** STORED DATA follows **

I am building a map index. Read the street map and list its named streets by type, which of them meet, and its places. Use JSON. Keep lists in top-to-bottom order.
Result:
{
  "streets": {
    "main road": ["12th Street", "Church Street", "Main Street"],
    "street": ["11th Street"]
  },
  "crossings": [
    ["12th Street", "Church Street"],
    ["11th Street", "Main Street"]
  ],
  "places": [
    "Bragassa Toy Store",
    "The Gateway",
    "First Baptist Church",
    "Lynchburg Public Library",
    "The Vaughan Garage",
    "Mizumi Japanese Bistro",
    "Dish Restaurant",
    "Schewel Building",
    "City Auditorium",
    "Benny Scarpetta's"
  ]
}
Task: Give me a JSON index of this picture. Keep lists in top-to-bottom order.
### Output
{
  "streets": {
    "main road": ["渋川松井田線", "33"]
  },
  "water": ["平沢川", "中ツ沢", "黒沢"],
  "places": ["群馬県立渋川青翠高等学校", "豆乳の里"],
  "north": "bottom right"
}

** End of STORED DATA **

:: WHAT THE TASK ASKS ::
Working through the records above, copy each one exactly.

:: RESPONSE TO THIS TASK ::
I am building a map index. Read the street map and list its named streets by type, which of them meet, and its places. Use JSON. Keep lists in top-to-bottom order.
Result:
{
  "streets": {
    "main road": ["12th Street", "Church Street", "Main Street"],
    "street": ["11th Street"]
  },
  "crossings": [
    ["12th Street", "Church Street"],
    ["11th Street", "Main Street"]
  ],
  "places": [
    "Bragassa Toy Store",
    "The Gateway",
    "First Baptist Church",
    "Lynchburg Public Library",
    "The Vaughan Garage",
    "Mizumi Japanese Bistro",
    "Dish Restaurant",
    "Schewel Building",
    "City Auditorium",
    "Benny Scarpetta's"
  ]
}
Task: Give me a JSON index of this picture. Keep lists in top-to-bottom order.
### Output
{
  "streets": {
    "main road": ["渋川松井田線", "33"]
  },
  "water": ["平沢川", "中ツ沢", "黒沢"],
  "places": ["群馬県立渋川青翠高等学校", "豆乳の里"],
  "north": "bottom right"
}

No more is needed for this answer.